L’UE continua a insistere sulla creazione della sempre sfuggente “identità europea”, ma un tale obiettivo è realistico?
La presidente della Commissione europea Ursula von der Leyen parla dell’Ucraina al Parlamento europeo a Strasburgo, nella Francia orientale, mercoledì 14 settembre 2022. (AP Photo/Jean-Francois Badias)
Un approccio dall’alto verso il basso per creare forzatamente un’identità comune non ha mai funzionato e non funzionerà mai.
Nonostante gli sforzi spasmodici della dittatura mediatica di sinistra, il suo predominio finora non è riuscito a costringere l’opinione pubblica dei paesi europei a credere che il vecchio continente sia unito. Pochi in Occidente osano contraddirlo, mentre le opinioni dell’Oriente vengono ignorate.
Questa visione pretenziosa – distaccata dalla realtà del mondo – viene presentata quotidianamente agli europei, ma serve invece come prova evidente che coloro che stanno spingendo la causa più aggressivamente non credono nella tesi che affermano essere la loro . Cosa ha detto Ursula von der Leyen dell’Italia? Se l’Italia elegge i partiti sbagliati durante le elezioni parlamentari, l’UE “ ha gli strumenti ” per costringerli, come nel caso di Polonia e Ungheria.
Questo è l’aspetto dell’unità europea secondo il concetto autoritario liberale di sinistra. Abbiamo sentito molte e diverse risposte alla domanda sul perché, ma pochissimi hanno affrontato la questione della mancanza di identità europea. Bruxelles, i media liberali di sinistra e le reti di ONG che dettano la politica dell’UE non sono gli unici che hanno tentato e fallito di forgiare un’identità europea comune.

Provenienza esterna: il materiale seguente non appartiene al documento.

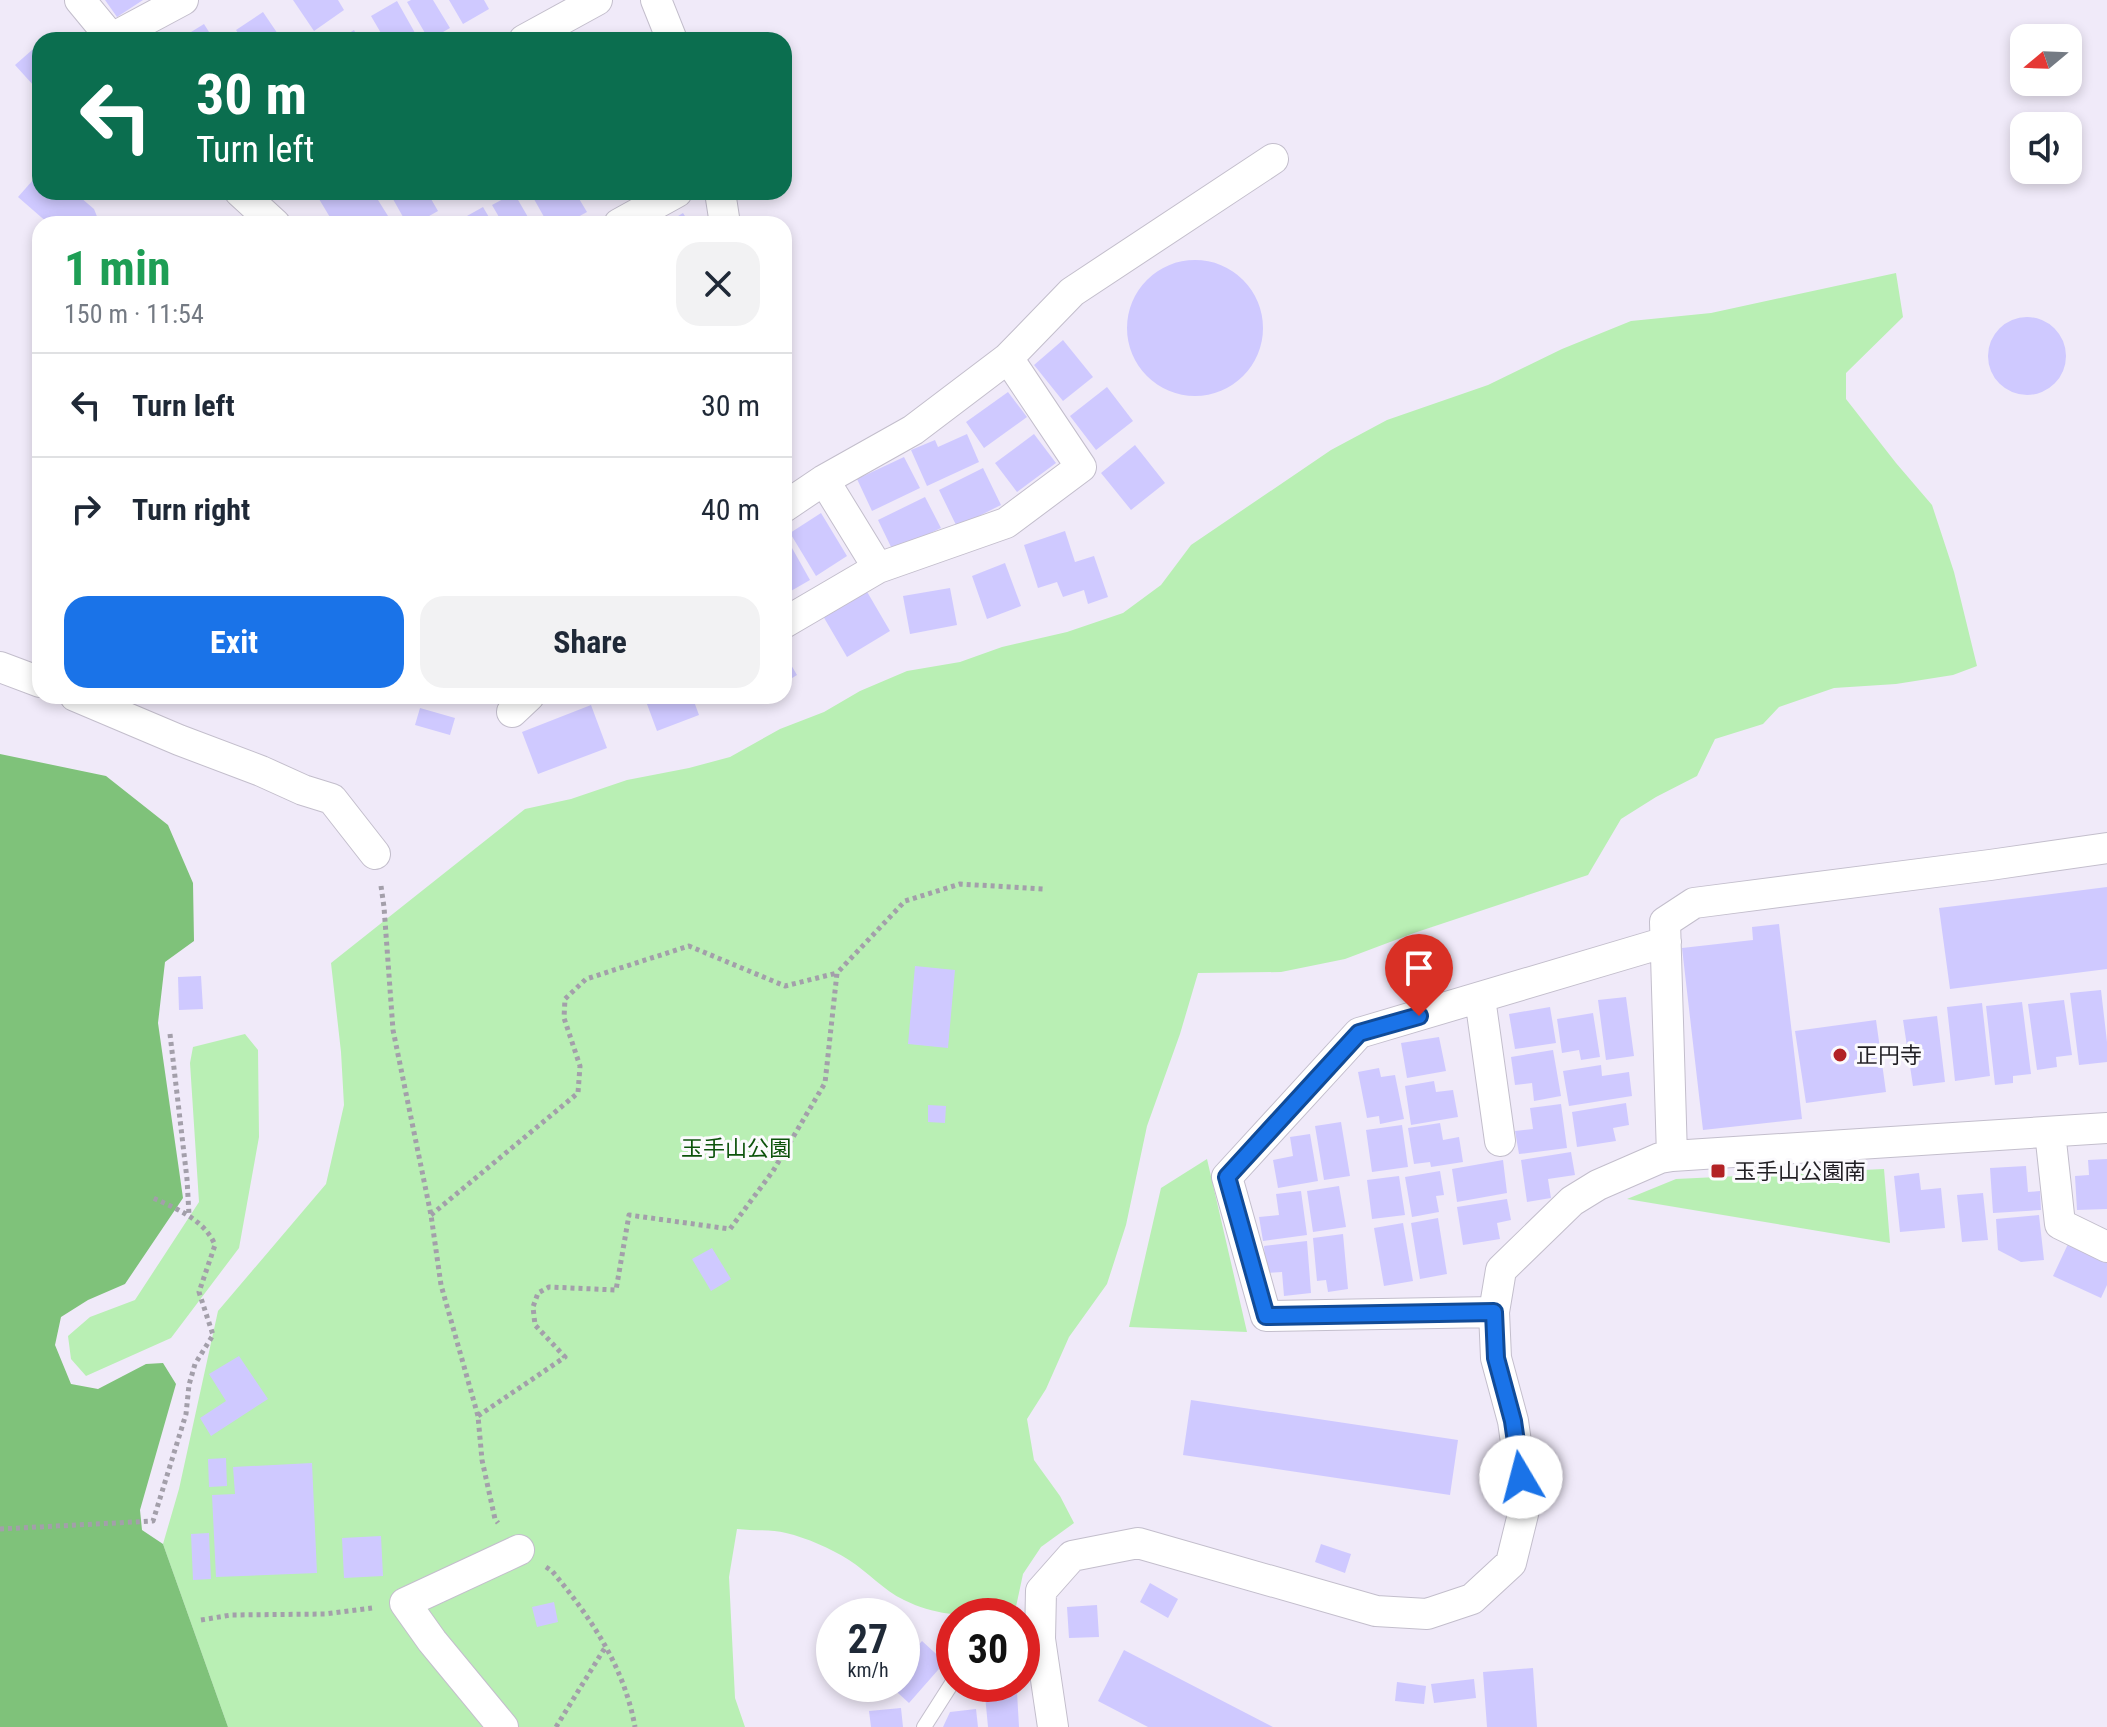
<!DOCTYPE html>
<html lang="en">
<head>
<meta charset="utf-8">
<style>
	:root { --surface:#fff; --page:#f2f2f3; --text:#1f2937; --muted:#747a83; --line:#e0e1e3; --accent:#1a73e8 }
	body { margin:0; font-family:"Roboto Condensed","Noto Sans JP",sans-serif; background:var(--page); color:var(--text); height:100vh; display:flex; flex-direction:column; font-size:30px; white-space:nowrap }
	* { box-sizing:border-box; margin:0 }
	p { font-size:26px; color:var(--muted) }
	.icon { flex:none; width:44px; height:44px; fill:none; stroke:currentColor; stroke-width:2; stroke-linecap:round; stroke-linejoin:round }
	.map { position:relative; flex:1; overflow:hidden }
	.sheet { position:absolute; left:32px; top:216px; width:760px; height:488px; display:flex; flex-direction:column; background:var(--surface); border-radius:24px; box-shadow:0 4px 12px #0003 }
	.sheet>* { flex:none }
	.banner { position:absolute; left:32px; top:32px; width:760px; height:168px; border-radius:24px; box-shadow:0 4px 12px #0003; background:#0b6e4f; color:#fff; overflow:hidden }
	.needle { width:52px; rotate:251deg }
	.controls { position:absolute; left:2010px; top:24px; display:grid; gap:16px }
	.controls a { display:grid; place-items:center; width:72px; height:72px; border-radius:16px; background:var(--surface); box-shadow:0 4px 12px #0003; font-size:40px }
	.speed { position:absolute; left:816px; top:1598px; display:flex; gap:16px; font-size:40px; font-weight:700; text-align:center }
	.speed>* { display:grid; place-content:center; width:104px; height:104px; border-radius:50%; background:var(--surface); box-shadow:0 4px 12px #0003; line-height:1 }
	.speed small { font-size:20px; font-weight:400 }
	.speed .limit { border:12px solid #d22; background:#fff; color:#111 }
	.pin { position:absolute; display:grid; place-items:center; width:68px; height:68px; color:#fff; margin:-82px -34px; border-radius:50% 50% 50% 0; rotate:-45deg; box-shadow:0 0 8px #0007 }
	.pin .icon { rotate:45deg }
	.me { position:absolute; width:88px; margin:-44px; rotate:352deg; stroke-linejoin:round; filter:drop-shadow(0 0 6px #0008) }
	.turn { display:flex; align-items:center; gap:28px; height:168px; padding:0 32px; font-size:36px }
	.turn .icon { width:104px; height:104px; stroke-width:2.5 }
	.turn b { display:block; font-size:56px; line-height:68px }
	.round { display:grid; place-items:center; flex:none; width:84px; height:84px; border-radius:24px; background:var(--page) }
	.head { display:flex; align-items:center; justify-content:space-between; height:136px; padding:0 32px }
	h1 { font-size:48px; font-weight:700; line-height:60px; color:#1e9e55 }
	.cta { display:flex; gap:16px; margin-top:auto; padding:16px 32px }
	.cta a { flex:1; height:92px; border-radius:24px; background:var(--accent); color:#fff; font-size:32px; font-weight:700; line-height:92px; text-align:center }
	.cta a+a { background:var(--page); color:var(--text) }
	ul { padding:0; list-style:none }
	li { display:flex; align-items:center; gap:24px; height:104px; padding:0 32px; border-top:2px solid var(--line) }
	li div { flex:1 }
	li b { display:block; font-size:30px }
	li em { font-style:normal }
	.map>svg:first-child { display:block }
	.green { fill:#b9efb4 }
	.forest { fill:#7fc27a }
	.building { fill:#cfc9ff }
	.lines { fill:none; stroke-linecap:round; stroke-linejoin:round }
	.lane-casing { stroke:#c3becc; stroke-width:16 }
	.street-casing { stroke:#c3becc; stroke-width:32 }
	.path { stroke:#a39faa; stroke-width:5; stroke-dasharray:4 4; stroke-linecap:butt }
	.lane { stroke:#fff; stroke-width:14 }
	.street { stroke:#fff; stroke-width:30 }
	.route-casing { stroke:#114b97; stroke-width:20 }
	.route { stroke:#1a73e8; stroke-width:14 }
	.poi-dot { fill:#b22225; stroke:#fbfafd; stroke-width:3 }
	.labels { text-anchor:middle; stroke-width:6; stroke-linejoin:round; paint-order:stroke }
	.poi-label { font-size:22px; fill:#211f24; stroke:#fbfafd; text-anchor:start }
	.park-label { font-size:22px; fill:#0c530b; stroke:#fbfafd }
</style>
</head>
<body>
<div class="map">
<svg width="2107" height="1727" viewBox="0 0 2107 1727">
	<rect width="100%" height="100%" fill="#f0eaf9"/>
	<path class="green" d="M1896 273 1903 317 1846 373V399L1896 463 1932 505 1954 572 1977 666 1953 675 1896 684 1834 688 1779 707 1763 724 1715 739 1697 776 1656 797 1621 819 1588 875 1414 933 1345 959 1281 972 1198 973 1180 1034 1147 1126 1126 1225 1107 1284 1069 1337 1046 1389 1027 1419 1034 1460 1060 1496 1074 1523 1041 1547 1023 1574 1014 1616C975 1616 940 1618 904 1600 883 1590 868 1572 849 1560 830 1548 807 1538 786 1533 771 1529 752 1531 737 1529L729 1577 735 1698 745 1727H228L163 1544 179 1489 218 1311 326 1184 344 1105 341 1052 331 963 525 809 571 799 627 780 689 768 730 757 780 729 824 712 860 691 907 671 960 662 1002 647 1067 632 1123 613 1161 585 1191 545 1331 450 1387 420 1488 385 1562 349 1631 321 1711 313Z
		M245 1034 258 1050 259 1137 239 1248 171 1338 86 1376 71 1359 68 1336 90 1317 135 1300 199 1202 190 1063 193 1047Z
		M1207 1159 1247 1332 1129 1327 1161 1188Z
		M1884 1169 1890 1243 1627 1199 1676 1179Z"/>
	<path class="forest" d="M0 754 106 776 168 825 193 883 194 941 165 962 158 1023 183 1198 125 1284 88 1300 61 1317 55 1345 71 1384 98 1389 146 1364 163 1363 176 1384 140 1510 142 1530 163 1544 228 1727H0Z"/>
	<path class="building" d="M105 0H143L117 17Z
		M293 0H338L344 10 314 31Z
		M411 0H433L450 28 429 40 407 2Z
		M449 0H484L489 9 463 24Z
		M397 1 419 40H385L371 16Z
		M263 12 282 40H243L236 30Z
		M204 24 214 40H178Z
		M354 30 359 40H338Z
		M40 43V80L34 86 15 65Z
		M40 172V192H74L94 209 100 224H49L18 197Z
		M330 192H373L393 224H334L319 199Z
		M389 192H427L438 211 415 224H407Z
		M530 192H575L587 212 565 224H548Z
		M514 193 532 224H503L492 205Z
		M483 207 493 224H459L458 221Z
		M683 213 690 224H665Z
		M1127 328a68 68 0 1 1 136 0a68 68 0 1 1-136 0Z
		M1988 356a39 39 0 1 1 78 0a39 39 0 1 1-78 0Z
		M1063 340 1093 377 1063 401 1034 365Z
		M1107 387 1133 421 1096 450 1070 416Z
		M1008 392 1027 417 984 448 966 422Z
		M967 434 979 462 927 486 911 450 935 440 938 447Z
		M1034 434 1056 463 1017 492 995 463Z
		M1135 445 1165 483 1131 510 1101 473Z
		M904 457 920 488 872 511 857 479Z
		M983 468 1001 505 957 527 939 490Z
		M925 497 941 528 893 551 878 520Z
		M821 513 847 556 816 576 790 533Z
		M1065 531 1075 562 1094 556 1108 597 1088 604 1084 590 1063 597 1057 582 1038 588 1024 545Z
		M792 548 810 580 784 595V553Z
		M1005 563 1021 606 987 619 972 576Z
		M950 588 957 625 910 634 903 596Z
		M866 590 890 631 847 657 823 616Z
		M784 653 797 675 784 683Z
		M644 696H692L699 715 657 731Z
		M591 705 607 748 538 774 522 732Z
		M420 708 455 718 450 735 415 725Z
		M2107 887V969L1950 989 1939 908Z
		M1779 924 1802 1119 1703 1130 1682 948 1753 940 1752 927Z
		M915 966 955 970 948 1048 908 1044Z
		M201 976 203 1009 179 1010 178 977Z
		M2101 990 2107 1042V1062L2079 1065 2070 993Z
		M1626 997 1634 1056 1606 1060 1598 1000Z
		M2064 1000 2072 1055 2056 1057 2057 1067 2037 1070 2028 1004Z
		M2022 1002 2031 1074 2013 1076V1083L1995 1085 1986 1006Z
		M1982 1003 1990 1076 1955 1081 1947 1007Z
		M1550 1007 1556 1043 1515 1049 1509 1014Z
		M1593 1013 1600 1057 1581 1060 1579 1050 1562 1053 1557 1019Z
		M1937 1016 1945 1082 1913 1086 1903 1020Z
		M1876 1020 1886 1092 1806 1103 1795 1031Z
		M1439 1037 1446 1071 1407 1078 1401 1043Z
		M1553 1050 1561 1096 1534 1101 1532 1083 1515 1085 1511 1057Z
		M1601 1065 1602 1076 1629 1072 1632 1096 1569 1106 1563 1071Z
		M1379 1068 1381 1077 1395 1075 1404 1119 1380 1124 1379 1116 1367 1118 1358 1072Z
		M1434 1081 1436 1092 1453 1090 1458 1117 1411 1125 1405 1086Z
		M1626 1103 1629 1125 1613 1128 1616 1141 1577 1147 1572 1112Z
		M1561 1104 1567 1148 1519 1154 1515 1131 1533 1129 1530 1108Z
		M928 1105 946 1106 945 1123 928 1122Z
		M1341 1122 1350 1176 1324 1180 1315 1126Z
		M1440 1123 1443 1140 1459 1137 1463 1162 1431 1167 1430 1162 1414 1164 1408 1128Z
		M1402 1125 1408 1167 1372 1172 1366 1130Z
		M1310 1134 1318 1181 1278 1188 1273 1160 1293 1156 1290 1137Z
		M1571 1152 1575 1175 1548 1179 1551 1198 1527 1202 1521 1160Z
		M2107 1159V1209L2077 1210 2075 1176 2089 1175 2088 1160Z
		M1503 1160 1507 1193 1457 1202 1452 1169Z
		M2026 1166 2028 1192 2040 1191 2041 1210 1993 1213 1990 1168Z
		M1440 1171 1444 1195 1436 1196 1439 1212 1412 1217 1405 1177Z
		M1919 1173 1921 1190 1941 1188 1945 1228 1900 1232 1894 1176Z
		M1399 1176 1405 1215 1372 1219 1367 1180Z
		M1339 1186 1346 1227 1313 1232 1307 1191Z
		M1301 1191 1307 1235 1263 1241 1259 1217 1279 1215 1276 1194Z
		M1983 1193 1988 1240 1962 1242 1957 1195Z
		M1507 1199 1511 1220 1497 1223 1500 1239 1463 1245 1457 1207Z
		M2039 1215 2044 1260 2021 1262 1998 1250 1996 1219Z
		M1438 1218 1447 1274 1420 1279 1411 1223Z
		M1403 1223 1413 1281 1384 1286 1374 1228Z
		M1343 1234 1348 1289 1328 1292 1326 1280 1317 1281 1313 1238Z
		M1307 1241 1311 1293 1284 1296 1282 1272 1266 1273 1264 1246Z
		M2068 1244 2107 1261V1285L2101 1298 2053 1276Z
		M712 1248 731 1279 711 1291 692 1259Z
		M239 1356 268 1399 211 1436 200 1418 226 1401 209 1374Z
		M1191 1400 1458 1440 1450 1495 1183 1455Z
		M226 1458 227 1486 209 1487 208 1459Z
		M312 1463 317 1573 216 1577 212 1495 235 1494 233 1467Z
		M209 1533 211 1579 193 1580 191 1534Z
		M381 1536 383 1576 344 1578 342 1538Z
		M1321 1544 1351 1554 1345 1573 1315 1562Z
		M1150 1583 1178 1599 1168 1618 1140 1602Z
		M554 1602 558 1622 537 1627 532 1607Z
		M1097 1605 1099 1637 1069 1638 1067 1607Z
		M922 1641 945 1662 909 1703 888 1684H902V1663Z
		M1124 1650 1273 1727H1148L1098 1701Z
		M1533 1668 1537 1727H1487L1483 1672Z
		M1474 1679 1476 1698 1434 1703 1431 1684Z
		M1397 1682 1426 1686 1424 1704 1395 1701Z
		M1017 1692 1019 1727H988L985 1695Z
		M901 1708 903 1727H871L869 1711Z
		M976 1709 978 1727H943L950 1712Z"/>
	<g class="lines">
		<g class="lane-casing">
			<path id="lane" d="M924 1727 954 1680"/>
		</g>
		<g class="street-casing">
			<path id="street" d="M80 0 113 40
				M656 0 672 40
				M112 38 183 0
				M524 40 597 0
				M240 192 275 224
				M720 192 725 224
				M619 224 677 192
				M824 480 878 568
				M784 507 824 480 913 430 1008 358 1072 292 1273 159
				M784 623 878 568 1006 523 1081 467 1008 358
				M0 667 40 682
				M75 696 179 740 261 771 303 790 332 799 375 854
				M512 712 529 696
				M1480 998 1500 1141
				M2050 1132 2060 1224 2107 1247
				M1672 1156 1665 922 1694 903 1990 865 2107 848
				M1494 1312 1266 1316 1227 1177 1359 1033 1666 942
				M503 1727 432 1641 405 1603 519 1550
				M1053 1727 1040 1639 1041 1591 1072 1556 1138 1543 1376 1611 1427 1614 1472 1599 1511 1563 1525 1506 1513 1421 1496 1358 1494 1312 1501 1270 1572 1201 1598 1185 1660 1158 1672 1156 2107 1128"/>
		</g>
		<path class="path" d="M381 886 384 907 393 1030 431 1215 441 1285 478 1416 482 1460 495 1519 498 1523
			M170 1034 187 1179 189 1215
			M431 1215 578 1093 580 1066 564 1018 565 999 586 979 689 946 785 986 837 973
			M478 1416 565 1357 535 1325 533 1307 538 1293 549 1287 616 1290 629 1215 730 1229 773 1171 825 1083 837 973 905 901 960 884 1043 889
			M0 1529 153 1521 186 1414 189 1385 195 1364 213 1335 199 1292 215 1245C204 1219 175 1208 151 1197
			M546 1567 552 1571C591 1618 624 1666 635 1727
			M201 1620 231 1615 325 1614 372 1608
			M556 1727 606 1646"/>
		<use href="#lane" class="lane"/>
		<use href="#street" class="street"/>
	</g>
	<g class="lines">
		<g class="route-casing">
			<path id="route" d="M1419 1016 1359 1033 1227 1177 1266 1316 1494 1312 1496 1358 1513 1421 1521 1477"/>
		</g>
		<use href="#route" class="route"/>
	</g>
	<g class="poi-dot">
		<circle cx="1840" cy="1055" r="8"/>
		<rect x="1710" y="1163" width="16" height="16" rx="4"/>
	</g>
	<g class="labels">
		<g class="poi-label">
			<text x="1856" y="1063">正円寺</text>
			<text x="1734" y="1179">玉手山公園南</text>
		</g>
		<g class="park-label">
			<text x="736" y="1156">玉手山公園</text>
		</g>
	</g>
</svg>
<div class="controls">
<a><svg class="needle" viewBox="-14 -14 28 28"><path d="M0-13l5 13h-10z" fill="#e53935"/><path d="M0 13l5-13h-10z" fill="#747a83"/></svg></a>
<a><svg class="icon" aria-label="sound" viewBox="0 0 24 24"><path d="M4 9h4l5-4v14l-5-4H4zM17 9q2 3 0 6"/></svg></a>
</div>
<div class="speed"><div>27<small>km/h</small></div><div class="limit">30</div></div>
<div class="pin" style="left:1419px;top:1016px;background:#d93025"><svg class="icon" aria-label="arrive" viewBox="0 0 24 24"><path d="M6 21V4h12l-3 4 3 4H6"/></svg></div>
<svg class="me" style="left:1521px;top:1477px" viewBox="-20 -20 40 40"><circle r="19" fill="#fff"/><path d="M0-13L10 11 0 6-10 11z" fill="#1a73e8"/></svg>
<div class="banner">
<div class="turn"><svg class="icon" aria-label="left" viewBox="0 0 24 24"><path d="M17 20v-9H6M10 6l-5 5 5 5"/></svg><div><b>30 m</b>Turn left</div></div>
</div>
<section class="sheet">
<div class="head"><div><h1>1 min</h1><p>150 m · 11:54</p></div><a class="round"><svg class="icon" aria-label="close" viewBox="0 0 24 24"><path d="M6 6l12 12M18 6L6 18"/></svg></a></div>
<ul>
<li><svg class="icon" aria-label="left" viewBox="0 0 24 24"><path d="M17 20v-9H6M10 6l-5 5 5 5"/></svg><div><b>Turn left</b></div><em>30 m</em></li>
<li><svg class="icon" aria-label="right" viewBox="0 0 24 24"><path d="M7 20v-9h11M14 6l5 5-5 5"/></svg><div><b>Turn right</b></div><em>40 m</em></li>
</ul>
<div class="cta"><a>Exit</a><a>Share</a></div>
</section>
</div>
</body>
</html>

In particolare, Tito ha cercato di creare uno stato-nazione slavo meridionale unificato dalla variegata Jugoslavia, e la sua dittatura a partito unico ha fatto del suo meglio per soffocare il dissenso. Il leader del partito, nato croato-sloveno, ha addirittura divorziato dalla moglie serba quando lei lo ha avvertito che una maggiore autonomia per le repubbliche aderenti – che secondo Tito avrebbe placato il fervore nazionalista che covava ovunque – avrebbe fatto a pezzi la Jugoslavia. La donna serba aveva ragione perché le misure di Tito avevano infiammato anziché soffocare il sentimento nazionalista.
Il potente leader ha dimenticato una cosa. Non c’era una vera sostanza dietro la propaganda di partito e di stato, che parlava costantemente di una Jugoslavia unita. In effetti, l’identità jugoslava non era emersa nei sette decenni dello stato slavo meridionale.
Come si esprimeva il filosofo John Lukacs? Il più potente costruttore di identità per le persone è l’appartenenza a una nazione e ignorare tali verità fondamentali in politica ha conseguenze fatali. All’ultimo censimento della Jugoslavia, solo 20.000 persone si sono identificate come jugoslave. Per un Paese di 23 milioni di abitanti, si tratta di un numero estremamente basso e che avrebbe un impatto sociale trascurabile.
Eppure le lingue dei popoli slavi che vivevano lì, che costituivano la stragrande maggioranza della popolazione del paese precedente, erano simili, certamente più simili, ad esempio, di quanto l’ungherese lo sia al fiammingo. Tuttavia, tutto il resto separava il popolo dei Balcani, compresa la storia, la religione e persino l’economia.
Quanto più forte Bruxelles spinge il sogno febbrile di un’Europa unita, tanto più si allontana dall’obiettivo. Dopotutto, la divisione non è solo Est-Ovest e Nord-Sud, ma ora anche Ovest-Ovest. Basti pensare alle dispute tra i due “grandi”, Germania e Francia. Tutte queste tensioni vengono nascoste inutilmente sotto il tappeto e nascoste al pubblico. Il vertice franco-tedesco di fine ottobre era già segnato da divergenze su come affrontare la crisi energetica in Europa, la politica di difesa europea ei rapporti con la Cina; l’evento è stato addirittura quasi cancellato.
Potrebbe essere che Emmanuel Macron e Olaf Scholz non siano così diversi da molti dei loro stessi cittadini? Questi due presunti politici europeisti, alla fine, non hanno una vera identità comune di cui parlare?